**** Extracted entries ****
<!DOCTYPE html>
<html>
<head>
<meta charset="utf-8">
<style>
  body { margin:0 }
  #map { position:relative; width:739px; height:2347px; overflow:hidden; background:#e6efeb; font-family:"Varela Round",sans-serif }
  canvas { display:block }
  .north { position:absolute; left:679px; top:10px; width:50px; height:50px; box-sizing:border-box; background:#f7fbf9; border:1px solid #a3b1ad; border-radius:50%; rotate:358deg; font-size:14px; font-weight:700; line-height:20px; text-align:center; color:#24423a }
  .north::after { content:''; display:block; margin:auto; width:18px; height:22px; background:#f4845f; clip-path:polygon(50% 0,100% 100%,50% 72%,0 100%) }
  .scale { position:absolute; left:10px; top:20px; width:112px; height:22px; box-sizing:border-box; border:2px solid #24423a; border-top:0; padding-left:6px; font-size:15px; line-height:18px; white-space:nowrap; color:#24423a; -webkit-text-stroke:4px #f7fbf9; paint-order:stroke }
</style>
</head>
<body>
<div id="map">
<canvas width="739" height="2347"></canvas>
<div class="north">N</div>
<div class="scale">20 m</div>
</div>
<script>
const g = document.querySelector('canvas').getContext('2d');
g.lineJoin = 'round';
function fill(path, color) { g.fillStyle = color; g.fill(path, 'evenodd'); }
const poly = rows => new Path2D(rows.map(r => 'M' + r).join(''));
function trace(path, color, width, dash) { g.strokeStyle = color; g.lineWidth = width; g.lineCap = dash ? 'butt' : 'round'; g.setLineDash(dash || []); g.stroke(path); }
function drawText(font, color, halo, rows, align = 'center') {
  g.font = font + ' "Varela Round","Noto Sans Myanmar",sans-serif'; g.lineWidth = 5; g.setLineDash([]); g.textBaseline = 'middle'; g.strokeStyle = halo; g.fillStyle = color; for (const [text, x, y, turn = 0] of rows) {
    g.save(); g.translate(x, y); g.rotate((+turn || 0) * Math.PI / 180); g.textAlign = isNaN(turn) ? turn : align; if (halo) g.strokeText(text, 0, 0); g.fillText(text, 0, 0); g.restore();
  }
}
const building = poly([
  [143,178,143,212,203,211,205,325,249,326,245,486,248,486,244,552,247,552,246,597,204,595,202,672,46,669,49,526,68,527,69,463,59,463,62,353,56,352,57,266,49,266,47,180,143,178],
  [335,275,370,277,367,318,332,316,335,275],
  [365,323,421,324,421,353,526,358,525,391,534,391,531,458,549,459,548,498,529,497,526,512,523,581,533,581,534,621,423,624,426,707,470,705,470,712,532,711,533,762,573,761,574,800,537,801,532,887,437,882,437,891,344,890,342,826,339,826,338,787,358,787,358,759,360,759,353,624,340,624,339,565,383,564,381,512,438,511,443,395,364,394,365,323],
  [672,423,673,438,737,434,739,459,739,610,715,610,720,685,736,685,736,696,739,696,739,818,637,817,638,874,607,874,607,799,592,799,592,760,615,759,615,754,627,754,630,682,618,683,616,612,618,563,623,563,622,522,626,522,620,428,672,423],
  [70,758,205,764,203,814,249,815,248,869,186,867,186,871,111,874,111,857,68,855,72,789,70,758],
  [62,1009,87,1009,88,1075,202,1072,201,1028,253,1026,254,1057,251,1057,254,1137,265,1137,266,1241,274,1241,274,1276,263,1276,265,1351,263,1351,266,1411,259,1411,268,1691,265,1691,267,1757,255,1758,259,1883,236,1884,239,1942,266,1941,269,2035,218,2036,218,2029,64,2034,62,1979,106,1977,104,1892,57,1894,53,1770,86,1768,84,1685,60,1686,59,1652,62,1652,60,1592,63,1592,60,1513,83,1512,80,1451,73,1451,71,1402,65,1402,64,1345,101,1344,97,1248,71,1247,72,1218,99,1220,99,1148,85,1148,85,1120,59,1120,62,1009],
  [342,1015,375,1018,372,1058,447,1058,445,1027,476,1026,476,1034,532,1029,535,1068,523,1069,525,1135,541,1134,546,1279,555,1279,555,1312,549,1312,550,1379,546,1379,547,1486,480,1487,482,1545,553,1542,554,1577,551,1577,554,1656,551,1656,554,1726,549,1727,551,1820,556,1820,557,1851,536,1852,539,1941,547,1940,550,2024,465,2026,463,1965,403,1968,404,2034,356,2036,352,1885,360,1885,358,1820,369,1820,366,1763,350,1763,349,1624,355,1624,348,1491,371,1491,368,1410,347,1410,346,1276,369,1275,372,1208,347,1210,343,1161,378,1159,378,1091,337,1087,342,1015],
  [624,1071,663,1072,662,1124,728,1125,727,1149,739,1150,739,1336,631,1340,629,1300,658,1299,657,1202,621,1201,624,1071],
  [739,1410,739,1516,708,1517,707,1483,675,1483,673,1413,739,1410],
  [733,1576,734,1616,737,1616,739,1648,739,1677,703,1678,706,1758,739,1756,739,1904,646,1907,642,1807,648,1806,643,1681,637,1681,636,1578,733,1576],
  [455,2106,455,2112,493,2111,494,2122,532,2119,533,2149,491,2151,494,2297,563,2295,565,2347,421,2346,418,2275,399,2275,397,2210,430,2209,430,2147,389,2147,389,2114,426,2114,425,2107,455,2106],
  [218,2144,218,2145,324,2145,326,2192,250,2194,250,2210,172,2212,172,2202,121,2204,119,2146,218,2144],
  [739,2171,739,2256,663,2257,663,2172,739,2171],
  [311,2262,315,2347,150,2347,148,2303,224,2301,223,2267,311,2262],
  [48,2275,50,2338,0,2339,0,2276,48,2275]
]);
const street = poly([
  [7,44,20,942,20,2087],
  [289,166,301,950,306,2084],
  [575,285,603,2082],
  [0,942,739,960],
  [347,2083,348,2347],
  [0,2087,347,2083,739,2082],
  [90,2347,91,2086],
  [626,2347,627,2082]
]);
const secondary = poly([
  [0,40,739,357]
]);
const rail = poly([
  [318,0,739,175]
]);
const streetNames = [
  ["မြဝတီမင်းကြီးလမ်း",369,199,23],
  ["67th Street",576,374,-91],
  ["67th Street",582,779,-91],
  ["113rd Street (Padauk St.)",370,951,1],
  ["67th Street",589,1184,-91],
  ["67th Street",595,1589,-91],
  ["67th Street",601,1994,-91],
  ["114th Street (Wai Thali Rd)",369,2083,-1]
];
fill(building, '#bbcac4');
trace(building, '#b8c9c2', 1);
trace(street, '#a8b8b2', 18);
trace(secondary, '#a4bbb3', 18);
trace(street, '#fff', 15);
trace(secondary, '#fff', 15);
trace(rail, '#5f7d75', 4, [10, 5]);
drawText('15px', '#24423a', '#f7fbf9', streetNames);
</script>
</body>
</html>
****
**** Extracted entries ****
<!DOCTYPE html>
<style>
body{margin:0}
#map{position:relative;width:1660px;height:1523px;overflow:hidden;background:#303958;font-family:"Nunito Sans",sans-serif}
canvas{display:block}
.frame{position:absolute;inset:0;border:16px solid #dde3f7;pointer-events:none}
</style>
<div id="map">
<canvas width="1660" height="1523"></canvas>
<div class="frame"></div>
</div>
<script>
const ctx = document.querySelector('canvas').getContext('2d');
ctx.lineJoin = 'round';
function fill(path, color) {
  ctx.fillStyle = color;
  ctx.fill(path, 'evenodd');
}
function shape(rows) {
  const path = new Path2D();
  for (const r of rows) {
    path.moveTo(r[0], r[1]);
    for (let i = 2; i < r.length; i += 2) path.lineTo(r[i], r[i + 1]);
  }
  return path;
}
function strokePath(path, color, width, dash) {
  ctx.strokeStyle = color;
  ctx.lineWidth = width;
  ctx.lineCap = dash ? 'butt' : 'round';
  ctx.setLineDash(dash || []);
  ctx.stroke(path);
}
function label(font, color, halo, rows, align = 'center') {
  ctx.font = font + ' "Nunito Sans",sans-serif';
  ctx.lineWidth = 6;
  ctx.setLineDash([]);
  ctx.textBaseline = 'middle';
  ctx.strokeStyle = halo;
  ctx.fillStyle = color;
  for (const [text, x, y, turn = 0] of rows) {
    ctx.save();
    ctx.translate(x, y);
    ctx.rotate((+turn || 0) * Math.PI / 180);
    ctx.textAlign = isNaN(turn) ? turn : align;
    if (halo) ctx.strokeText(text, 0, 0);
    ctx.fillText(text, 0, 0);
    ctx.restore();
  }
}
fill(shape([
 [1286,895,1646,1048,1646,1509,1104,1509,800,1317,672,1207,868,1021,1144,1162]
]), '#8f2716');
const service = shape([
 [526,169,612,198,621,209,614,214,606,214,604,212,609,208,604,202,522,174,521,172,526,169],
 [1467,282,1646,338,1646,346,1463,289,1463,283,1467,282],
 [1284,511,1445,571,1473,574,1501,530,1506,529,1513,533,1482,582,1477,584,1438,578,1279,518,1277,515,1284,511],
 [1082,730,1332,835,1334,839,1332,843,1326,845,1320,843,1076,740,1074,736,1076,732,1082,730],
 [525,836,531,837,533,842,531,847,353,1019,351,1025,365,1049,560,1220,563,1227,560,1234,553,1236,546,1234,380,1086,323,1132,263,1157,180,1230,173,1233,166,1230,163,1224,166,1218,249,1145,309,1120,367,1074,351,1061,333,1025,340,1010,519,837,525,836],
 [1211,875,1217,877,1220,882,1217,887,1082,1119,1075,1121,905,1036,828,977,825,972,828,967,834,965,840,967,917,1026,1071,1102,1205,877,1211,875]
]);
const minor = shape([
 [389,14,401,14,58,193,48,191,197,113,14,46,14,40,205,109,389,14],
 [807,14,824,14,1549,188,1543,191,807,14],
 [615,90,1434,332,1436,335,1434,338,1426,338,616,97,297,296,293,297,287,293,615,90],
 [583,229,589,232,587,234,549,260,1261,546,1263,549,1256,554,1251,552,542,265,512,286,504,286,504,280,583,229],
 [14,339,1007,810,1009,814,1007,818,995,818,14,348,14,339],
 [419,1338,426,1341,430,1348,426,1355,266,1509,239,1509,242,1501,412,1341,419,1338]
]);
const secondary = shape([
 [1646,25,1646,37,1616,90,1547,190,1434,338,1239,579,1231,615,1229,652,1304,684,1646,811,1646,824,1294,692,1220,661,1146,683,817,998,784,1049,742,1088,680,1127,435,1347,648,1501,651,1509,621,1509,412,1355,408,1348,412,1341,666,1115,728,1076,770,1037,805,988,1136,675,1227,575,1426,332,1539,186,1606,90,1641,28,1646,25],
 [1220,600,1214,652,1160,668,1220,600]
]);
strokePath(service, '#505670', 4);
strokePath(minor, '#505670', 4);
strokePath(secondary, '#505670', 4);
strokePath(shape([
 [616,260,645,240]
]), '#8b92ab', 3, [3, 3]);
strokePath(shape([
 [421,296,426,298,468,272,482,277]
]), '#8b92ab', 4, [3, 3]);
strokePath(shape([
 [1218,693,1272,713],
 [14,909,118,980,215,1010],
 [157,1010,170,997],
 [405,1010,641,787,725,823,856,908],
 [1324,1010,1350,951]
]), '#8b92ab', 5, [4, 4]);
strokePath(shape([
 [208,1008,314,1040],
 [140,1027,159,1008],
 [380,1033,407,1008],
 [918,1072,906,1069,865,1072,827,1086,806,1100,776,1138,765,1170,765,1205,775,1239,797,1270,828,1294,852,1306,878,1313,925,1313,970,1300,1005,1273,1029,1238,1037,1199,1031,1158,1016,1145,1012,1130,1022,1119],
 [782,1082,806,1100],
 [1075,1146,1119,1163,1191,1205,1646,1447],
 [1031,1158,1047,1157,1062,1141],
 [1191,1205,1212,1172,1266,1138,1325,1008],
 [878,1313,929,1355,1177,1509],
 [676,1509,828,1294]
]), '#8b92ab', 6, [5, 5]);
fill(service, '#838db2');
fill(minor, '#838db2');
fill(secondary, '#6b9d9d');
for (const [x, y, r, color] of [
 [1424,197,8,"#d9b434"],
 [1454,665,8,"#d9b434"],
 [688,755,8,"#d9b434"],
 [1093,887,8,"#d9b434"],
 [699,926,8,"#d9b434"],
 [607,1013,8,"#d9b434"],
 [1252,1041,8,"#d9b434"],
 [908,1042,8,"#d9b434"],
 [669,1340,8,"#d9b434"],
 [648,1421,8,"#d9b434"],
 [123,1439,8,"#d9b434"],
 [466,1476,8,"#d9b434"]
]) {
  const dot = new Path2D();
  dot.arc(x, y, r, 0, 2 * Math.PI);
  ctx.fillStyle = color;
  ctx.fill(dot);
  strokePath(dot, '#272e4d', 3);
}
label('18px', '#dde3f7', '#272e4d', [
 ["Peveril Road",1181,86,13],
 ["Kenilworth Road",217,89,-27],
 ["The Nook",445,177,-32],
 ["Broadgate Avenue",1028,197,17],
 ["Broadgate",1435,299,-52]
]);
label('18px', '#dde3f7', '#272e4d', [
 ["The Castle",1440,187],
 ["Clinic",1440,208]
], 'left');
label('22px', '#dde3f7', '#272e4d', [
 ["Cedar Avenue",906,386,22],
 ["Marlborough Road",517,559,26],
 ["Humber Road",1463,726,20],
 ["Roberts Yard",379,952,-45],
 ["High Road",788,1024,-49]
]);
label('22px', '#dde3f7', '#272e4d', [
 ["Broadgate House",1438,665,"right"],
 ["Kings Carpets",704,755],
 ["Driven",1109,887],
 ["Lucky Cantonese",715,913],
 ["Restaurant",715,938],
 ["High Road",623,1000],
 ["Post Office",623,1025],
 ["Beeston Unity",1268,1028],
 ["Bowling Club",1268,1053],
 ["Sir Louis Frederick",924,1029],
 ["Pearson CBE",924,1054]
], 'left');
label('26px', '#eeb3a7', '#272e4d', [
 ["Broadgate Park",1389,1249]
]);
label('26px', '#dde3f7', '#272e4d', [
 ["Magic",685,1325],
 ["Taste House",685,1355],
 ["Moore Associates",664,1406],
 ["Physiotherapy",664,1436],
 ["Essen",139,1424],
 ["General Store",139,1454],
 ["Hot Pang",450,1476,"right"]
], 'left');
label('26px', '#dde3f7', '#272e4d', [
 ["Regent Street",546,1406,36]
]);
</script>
****
◆ **About this exercise**: Search the records for lines holding the word "rows", then copy each line you find.

◆ **Response below**:
const poly = rows => new Path2D(rows.map(r => 'M' + r).join(''));
function drawText(font, color, halo, rows, align = 'center') {
  g.font = font + ' "Varela Round","Noto Sans Myanmar",sans-serif'; g.lineWidth = 5; g.setLineDash([]); g.textBaseline = 'middle'; g.strokeStyle = halo; g.fillStyle = color; for (const [text, x, y, turn = 0] of rows) {
function shape(rows) {
  for (const r of rows) {
function label(font, color, halo, rows, align = 'center') {
  for (const [text, x, y, turn = 0] of rows) {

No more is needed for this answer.